(Dataset begins)

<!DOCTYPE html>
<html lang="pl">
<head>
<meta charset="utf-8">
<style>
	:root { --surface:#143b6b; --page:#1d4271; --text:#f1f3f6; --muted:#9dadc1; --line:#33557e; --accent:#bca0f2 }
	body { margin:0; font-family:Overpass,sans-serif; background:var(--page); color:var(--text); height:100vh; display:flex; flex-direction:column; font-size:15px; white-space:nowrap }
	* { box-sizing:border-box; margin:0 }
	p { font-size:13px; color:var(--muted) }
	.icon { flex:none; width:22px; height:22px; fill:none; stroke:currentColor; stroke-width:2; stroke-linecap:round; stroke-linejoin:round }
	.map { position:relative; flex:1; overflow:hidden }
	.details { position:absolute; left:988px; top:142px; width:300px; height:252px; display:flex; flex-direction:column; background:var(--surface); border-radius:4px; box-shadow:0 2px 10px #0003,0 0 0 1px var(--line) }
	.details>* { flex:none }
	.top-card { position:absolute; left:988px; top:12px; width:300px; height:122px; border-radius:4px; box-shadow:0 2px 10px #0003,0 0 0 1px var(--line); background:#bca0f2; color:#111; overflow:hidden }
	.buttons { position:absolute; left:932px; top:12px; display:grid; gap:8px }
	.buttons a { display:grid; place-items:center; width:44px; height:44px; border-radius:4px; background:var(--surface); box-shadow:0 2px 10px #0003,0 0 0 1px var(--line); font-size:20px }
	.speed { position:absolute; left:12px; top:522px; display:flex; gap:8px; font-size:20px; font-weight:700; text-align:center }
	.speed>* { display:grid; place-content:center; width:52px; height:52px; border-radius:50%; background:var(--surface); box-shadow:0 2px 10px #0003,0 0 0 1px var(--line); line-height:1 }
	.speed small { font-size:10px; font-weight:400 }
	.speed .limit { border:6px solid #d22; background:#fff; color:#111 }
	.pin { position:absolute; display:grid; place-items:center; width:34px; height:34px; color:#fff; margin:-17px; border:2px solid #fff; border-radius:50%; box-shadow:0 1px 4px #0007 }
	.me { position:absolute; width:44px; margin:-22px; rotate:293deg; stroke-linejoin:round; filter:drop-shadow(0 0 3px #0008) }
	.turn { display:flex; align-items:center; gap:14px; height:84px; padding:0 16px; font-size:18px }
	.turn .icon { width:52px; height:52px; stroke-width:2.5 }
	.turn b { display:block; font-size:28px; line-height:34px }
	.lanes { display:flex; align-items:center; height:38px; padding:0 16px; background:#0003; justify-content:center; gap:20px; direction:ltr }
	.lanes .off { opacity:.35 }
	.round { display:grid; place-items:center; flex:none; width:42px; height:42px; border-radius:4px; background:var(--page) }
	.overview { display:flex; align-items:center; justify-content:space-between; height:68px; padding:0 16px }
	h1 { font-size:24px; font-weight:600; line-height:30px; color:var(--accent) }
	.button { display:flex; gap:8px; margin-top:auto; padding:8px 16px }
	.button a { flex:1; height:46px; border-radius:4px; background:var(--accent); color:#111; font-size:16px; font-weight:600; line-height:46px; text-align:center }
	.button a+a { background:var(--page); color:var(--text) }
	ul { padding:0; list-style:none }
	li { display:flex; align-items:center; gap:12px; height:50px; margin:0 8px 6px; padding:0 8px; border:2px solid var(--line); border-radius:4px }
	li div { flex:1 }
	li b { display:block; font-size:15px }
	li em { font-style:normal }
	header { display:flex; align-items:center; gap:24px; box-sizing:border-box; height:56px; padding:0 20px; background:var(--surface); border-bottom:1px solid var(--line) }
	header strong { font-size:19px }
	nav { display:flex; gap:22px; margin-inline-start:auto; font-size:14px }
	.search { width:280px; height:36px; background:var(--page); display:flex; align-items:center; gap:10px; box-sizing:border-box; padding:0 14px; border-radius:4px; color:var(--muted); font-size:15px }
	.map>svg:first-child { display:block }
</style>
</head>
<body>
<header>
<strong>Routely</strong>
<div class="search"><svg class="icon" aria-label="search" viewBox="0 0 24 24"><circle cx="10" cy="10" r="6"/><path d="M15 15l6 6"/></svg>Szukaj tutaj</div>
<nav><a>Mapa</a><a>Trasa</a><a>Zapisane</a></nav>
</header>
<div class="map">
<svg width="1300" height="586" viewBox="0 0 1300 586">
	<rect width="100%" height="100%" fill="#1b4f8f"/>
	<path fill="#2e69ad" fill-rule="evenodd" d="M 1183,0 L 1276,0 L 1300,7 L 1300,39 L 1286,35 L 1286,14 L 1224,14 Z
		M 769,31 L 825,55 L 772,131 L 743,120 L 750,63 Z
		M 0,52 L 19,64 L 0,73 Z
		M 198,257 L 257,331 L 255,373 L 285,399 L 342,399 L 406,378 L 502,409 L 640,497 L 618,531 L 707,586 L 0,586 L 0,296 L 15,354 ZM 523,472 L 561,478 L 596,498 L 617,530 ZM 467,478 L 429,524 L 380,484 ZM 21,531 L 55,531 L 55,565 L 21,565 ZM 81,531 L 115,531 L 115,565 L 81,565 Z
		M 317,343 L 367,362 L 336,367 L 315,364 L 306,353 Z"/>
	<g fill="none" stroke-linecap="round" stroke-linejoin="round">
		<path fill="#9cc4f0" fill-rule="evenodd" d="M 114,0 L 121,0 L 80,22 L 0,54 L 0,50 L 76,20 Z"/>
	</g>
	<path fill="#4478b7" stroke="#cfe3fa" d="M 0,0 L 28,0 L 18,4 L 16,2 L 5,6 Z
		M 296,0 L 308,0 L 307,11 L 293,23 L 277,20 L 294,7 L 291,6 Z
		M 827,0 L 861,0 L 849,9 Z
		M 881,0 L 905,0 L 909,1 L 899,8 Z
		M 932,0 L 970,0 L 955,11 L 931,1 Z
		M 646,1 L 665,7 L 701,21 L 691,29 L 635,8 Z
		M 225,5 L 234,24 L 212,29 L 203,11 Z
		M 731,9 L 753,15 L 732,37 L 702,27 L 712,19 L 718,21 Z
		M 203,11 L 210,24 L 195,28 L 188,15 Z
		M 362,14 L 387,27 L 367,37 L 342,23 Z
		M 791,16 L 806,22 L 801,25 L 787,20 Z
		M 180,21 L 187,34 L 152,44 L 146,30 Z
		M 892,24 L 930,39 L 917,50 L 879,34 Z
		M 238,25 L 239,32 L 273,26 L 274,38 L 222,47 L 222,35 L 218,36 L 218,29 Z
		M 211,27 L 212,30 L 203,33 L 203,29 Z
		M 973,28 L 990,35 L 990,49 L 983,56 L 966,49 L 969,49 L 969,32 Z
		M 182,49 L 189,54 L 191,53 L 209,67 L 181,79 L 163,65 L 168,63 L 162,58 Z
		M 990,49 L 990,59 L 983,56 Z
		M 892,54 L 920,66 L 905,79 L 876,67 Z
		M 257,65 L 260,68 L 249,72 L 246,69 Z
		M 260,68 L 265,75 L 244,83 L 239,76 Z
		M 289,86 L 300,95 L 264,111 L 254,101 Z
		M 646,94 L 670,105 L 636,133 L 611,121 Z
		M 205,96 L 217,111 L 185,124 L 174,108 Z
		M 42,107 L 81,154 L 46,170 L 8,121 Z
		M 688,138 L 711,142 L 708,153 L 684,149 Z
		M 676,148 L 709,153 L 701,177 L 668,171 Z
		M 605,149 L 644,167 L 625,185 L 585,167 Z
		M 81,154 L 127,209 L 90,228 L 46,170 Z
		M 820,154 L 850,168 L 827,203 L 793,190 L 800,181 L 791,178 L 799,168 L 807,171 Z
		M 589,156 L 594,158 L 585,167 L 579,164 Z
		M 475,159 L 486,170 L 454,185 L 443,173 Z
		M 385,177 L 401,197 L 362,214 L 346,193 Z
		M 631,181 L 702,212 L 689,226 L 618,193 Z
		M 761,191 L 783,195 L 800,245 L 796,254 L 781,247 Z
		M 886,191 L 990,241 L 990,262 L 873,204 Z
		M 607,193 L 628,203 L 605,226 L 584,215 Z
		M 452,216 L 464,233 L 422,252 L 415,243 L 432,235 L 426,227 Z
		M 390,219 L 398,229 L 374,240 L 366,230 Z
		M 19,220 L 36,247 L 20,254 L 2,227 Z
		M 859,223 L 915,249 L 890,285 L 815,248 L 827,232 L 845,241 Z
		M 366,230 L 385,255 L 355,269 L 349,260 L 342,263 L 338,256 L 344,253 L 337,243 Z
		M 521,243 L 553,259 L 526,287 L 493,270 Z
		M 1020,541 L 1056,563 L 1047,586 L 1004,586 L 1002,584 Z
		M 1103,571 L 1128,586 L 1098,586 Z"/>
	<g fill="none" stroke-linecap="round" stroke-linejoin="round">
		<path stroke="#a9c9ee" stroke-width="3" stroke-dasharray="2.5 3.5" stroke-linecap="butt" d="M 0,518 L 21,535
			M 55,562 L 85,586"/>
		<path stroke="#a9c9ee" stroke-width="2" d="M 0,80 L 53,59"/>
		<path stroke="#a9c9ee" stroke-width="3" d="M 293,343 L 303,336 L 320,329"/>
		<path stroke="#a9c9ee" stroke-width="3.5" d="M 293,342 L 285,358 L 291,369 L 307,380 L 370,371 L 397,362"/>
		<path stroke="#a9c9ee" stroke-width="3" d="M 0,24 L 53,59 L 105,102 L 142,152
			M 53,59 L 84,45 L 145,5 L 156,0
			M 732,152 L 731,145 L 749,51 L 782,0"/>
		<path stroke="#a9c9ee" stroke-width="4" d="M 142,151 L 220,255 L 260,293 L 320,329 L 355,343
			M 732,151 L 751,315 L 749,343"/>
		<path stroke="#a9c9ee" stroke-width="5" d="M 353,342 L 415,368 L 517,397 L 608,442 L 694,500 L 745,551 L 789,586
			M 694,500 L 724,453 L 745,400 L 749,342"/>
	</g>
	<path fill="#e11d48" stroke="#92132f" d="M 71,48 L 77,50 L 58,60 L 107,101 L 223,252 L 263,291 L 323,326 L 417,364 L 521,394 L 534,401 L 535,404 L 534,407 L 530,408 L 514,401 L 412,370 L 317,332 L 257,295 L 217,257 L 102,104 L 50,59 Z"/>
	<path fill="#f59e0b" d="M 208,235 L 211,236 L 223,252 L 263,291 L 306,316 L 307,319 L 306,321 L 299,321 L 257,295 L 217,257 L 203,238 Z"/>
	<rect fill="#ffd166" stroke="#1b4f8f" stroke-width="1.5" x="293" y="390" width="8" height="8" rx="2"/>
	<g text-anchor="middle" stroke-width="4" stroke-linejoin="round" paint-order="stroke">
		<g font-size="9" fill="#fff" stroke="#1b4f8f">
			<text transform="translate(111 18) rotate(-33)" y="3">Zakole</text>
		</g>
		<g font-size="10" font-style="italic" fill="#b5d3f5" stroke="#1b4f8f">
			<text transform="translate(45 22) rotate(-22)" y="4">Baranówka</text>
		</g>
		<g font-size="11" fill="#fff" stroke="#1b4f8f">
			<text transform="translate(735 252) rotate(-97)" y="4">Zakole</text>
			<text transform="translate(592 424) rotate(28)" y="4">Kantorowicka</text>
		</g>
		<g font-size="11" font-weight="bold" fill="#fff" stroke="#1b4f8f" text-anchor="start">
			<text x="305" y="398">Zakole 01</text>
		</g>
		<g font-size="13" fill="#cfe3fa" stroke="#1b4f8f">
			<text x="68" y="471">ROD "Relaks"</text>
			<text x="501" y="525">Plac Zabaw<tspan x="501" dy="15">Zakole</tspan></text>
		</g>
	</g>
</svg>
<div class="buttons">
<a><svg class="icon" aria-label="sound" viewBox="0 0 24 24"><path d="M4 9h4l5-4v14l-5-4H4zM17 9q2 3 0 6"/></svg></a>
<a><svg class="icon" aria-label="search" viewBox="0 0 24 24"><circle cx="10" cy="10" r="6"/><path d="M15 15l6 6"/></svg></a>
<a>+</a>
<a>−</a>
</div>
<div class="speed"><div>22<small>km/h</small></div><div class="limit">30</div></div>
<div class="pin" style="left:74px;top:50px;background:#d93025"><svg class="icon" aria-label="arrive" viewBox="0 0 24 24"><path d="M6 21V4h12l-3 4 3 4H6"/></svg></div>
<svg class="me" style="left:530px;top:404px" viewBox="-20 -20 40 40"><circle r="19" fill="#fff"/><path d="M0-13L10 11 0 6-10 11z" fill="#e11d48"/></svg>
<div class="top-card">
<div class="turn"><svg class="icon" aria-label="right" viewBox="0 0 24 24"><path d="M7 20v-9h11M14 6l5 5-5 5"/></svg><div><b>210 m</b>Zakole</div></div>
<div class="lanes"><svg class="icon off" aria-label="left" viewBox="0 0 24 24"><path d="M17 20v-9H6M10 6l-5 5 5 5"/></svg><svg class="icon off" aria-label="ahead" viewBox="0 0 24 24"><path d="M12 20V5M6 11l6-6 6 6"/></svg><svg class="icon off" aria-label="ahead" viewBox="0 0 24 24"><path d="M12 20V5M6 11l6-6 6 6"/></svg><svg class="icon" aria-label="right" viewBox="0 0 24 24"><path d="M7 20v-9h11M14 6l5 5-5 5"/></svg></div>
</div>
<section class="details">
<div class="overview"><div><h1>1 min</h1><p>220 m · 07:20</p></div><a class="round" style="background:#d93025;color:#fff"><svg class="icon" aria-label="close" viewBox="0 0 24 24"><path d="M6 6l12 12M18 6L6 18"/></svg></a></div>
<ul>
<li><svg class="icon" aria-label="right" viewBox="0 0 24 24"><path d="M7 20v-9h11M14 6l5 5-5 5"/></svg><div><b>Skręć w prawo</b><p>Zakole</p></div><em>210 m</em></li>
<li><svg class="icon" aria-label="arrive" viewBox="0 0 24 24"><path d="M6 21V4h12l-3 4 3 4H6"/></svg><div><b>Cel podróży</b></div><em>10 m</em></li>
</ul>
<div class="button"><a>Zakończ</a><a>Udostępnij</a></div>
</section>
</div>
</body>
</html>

(Dataset ends)

Aim of the task: Write out only the lines that run from the line containing "display:flex; align-items:center; gap:12px;" through the line containing "display:flex; align-items:center; gap:24px;", both included, exactly as they appear above.

Worked solution:
	li { display:flex; align-items:center; gap:12px; height:50px; margin:0 8px 6px; padding:0 8px; border:2px solid var(--line); border-radius:4px }
	li div { flex:1 }
	li b { display:block; font-size:15px }
	li em { font-style:normal }
	header { display:flex; align-items:center; gap:24px; box-sizing:border-box; height:56px; padding:0 20px; background:var(--surface); border-bottom:1px solid var(--line) }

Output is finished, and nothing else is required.